[Collected data]
>>

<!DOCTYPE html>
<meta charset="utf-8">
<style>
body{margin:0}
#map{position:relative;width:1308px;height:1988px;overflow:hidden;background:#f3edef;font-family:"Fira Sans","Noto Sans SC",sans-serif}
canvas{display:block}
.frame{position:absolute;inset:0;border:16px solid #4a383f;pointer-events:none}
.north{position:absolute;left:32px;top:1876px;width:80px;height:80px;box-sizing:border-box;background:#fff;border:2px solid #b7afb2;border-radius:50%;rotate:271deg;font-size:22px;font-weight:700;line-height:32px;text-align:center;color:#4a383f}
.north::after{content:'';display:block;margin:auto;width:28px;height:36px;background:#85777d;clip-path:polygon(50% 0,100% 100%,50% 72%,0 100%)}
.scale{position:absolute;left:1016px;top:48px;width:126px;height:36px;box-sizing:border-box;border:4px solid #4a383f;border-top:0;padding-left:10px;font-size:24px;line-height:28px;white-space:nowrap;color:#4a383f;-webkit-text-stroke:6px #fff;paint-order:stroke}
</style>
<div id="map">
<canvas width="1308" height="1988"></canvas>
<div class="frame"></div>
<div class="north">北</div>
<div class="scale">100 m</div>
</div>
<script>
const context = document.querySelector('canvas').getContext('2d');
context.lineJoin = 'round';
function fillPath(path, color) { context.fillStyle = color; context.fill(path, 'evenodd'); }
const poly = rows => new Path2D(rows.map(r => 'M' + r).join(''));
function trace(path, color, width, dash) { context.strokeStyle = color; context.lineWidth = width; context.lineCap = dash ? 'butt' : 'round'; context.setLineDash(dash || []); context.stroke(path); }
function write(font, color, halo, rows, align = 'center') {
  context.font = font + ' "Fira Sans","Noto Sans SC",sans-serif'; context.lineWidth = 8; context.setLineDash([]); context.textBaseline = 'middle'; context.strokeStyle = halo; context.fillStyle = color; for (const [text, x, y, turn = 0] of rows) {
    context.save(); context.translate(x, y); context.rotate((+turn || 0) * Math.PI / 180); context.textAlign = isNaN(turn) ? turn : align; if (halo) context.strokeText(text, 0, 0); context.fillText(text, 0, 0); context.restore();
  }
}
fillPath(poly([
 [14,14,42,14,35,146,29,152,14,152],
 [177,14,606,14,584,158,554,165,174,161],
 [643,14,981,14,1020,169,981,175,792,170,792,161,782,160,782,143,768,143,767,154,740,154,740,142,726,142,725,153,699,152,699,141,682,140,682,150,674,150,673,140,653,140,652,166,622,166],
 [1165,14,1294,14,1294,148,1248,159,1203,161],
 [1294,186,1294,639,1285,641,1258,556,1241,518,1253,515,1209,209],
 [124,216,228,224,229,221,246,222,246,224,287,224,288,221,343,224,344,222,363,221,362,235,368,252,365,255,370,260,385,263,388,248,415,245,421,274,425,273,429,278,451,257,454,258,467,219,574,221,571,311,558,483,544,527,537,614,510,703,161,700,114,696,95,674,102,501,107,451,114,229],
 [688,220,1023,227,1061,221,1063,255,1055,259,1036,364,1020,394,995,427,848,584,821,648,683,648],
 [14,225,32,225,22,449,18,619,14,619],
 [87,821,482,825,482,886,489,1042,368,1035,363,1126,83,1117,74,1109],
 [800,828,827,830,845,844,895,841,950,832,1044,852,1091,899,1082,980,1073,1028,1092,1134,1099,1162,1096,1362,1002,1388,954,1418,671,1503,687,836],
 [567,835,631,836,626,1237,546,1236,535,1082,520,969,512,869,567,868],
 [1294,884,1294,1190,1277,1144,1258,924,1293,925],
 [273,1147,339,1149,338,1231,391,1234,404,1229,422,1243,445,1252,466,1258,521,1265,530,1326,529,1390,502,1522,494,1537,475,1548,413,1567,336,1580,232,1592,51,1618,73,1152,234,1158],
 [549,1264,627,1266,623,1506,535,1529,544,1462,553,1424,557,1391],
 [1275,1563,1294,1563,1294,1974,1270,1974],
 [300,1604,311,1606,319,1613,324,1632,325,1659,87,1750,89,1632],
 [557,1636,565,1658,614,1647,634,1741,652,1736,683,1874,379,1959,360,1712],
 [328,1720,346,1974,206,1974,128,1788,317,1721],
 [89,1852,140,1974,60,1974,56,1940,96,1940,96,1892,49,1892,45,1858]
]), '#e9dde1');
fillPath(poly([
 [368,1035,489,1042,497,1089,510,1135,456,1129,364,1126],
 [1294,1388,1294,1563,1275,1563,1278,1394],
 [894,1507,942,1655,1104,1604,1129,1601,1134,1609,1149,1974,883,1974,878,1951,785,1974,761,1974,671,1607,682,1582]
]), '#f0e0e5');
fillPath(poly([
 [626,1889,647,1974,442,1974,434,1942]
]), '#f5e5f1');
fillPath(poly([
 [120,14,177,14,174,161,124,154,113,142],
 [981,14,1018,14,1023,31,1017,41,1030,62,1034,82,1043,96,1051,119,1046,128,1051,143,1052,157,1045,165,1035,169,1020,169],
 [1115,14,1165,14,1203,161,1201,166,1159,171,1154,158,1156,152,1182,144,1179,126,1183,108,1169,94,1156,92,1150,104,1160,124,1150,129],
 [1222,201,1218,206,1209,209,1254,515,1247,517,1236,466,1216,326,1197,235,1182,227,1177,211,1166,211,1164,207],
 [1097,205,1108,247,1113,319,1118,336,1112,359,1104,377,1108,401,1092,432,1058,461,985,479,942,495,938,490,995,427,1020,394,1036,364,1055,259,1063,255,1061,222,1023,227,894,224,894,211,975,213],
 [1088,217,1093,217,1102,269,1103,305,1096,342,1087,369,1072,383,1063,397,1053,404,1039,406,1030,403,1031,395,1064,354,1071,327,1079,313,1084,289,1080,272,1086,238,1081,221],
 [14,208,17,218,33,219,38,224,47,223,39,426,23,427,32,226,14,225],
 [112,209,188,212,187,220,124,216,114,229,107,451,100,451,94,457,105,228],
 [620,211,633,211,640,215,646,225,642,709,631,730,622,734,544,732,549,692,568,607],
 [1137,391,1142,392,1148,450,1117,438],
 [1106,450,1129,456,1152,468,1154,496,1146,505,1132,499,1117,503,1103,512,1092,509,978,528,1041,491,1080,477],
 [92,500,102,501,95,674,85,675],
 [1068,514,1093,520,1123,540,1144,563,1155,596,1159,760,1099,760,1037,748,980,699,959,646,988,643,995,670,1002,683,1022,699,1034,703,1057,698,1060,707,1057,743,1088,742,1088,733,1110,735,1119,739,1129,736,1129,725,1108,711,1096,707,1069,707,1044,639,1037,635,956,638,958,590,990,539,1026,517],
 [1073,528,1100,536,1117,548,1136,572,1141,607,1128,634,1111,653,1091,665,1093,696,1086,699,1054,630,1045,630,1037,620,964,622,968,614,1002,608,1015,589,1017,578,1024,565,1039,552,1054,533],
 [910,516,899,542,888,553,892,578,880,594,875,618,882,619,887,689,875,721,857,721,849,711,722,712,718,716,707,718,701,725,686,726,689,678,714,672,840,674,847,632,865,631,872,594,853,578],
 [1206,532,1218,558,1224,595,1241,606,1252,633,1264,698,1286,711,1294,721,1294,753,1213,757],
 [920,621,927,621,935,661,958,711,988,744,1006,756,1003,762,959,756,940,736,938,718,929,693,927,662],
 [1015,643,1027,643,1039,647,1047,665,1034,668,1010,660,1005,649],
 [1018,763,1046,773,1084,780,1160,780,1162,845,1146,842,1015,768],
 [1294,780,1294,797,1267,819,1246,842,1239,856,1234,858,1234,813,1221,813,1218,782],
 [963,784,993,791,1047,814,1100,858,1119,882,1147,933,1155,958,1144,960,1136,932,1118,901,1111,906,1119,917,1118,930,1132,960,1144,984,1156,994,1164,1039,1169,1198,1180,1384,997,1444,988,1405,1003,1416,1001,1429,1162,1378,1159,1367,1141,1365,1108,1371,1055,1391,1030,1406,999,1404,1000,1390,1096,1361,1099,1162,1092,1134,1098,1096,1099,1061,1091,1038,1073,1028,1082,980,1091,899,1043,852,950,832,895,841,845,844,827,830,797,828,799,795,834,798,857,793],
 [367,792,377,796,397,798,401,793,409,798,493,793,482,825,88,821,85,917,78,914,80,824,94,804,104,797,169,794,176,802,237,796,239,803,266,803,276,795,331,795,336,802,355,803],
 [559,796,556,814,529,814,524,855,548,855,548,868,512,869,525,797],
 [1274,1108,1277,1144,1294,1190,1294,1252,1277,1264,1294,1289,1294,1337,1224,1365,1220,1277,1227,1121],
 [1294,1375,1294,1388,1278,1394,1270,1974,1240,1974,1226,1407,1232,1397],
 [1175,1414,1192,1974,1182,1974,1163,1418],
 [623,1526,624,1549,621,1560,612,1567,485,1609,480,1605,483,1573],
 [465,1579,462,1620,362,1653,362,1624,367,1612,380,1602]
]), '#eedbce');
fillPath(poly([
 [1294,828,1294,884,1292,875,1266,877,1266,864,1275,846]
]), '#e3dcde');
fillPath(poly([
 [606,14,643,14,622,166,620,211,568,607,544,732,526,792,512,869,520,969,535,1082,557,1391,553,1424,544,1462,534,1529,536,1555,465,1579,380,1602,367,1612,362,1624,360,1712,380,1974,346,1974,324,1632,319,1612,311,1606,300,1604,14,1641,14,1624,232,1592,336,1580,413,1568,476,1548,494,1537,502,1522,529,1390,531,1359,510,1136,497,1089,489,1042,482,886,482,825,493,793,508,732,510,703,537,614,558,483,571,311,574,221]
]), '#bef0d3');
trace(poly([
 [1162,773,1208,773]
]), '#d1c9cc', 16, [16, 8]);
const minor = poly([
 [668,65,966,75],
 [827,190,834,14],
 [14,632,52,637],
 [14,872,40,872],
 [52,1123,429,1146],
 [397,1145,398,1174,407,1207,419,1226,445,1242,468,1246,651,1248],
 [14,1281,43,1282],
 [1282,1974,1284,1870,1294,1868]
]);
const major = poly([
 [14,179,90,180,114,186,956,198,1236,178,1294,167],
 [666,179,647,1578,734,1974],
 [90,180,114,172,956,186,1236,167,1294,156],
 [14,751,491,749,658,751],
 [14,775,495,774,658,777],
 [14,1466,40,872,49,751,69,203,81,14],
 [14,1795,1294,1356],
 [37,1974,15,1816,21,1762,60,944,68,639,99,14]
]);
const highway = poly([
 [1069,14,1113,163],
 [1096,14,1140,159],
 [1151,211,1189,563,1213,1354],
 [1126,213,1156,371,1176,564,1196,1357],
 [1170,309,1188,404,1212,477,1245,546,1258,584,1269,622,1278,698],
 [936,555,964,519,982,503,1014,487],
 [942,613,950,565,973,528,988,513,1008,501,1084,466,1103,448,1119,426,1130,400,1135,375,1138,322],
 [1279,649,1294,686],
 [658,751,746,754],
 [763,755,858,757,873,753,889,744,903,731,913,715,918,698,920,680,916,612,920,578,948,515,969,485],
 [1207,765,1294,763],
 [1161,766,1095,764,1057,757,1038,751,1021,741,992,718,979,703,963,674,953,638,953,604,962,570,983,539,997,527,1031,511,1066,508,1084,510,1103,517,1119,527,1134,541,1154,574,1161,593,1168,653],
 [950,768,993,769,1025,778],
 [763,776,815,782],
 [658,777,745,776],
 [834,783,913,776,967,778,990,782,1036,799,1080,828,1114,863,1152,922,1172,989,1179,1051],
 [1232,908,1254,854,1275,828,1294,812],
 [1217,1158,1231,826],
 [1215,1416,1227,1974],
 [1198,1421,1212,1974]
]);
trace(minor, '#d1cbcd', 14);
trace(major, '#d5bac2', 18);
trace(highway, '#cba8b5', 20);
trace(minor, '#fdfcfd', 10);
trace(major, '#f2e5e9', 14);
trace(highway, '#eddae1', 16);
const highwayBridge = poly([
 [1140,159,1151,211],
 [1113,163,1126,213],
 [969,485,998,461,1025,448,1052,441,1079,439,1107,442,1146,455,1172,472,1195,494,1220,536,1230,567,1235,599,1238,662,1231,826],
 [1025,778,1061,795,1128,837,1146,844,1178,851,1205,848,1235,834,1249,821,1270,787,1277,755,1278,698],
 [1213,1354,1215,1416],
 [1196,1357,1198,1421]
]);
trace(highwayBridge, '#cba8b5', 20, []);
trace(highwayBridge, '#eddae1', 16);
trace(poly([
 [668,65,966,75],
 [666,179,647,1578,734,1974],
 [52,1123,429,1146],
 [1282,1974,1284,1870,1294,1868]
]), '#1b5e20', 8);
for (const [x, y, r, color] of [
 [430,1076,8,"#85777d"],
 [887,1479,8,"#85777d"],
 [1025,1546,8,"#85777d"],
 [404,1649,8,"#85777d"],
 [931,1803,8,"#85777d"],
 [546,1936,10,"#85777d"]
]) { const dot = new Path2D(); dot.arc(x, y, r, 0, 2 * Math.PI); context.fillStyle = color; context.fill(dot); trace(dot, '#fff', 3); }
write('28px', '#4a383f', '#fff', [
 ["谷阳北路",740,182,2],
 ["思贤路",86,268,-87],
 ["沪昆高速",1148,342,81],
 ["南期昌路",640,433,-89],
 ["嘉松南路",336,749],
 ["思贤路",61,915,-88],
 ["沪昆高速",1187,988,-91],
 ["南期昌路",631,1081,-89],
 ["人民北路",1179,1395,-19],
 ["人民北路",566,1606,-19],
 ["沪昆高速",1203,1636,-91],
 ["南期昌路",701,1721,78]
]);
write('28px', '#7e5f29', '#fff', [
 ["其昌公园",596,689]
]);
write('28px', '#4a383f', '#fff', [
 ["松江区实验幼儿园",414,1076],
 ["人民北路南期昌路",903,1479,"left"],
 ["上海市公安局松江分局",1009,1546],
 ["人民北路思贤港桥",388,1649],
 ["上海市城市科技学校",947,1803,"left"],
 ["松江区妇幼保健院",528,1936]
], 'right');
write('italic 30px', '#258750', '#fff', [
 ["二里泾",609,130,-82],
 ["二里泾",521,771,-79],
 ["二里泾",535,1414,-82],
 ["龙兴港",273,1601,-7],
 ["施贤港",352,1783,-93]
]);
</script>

<<

Search the records for the string "write" and, wherever a line contains it, please copy that line.

**YOUR RESPONSE**
function write(font, color, halo, rows, align = 'center') {
write('28px', '#4a383f', '#fff', [
write('28px', '#7e5f29', '#fff', [
write('28px', '#4a383f', '#fff', [
write('italic 30px', '#258750', '#fff', [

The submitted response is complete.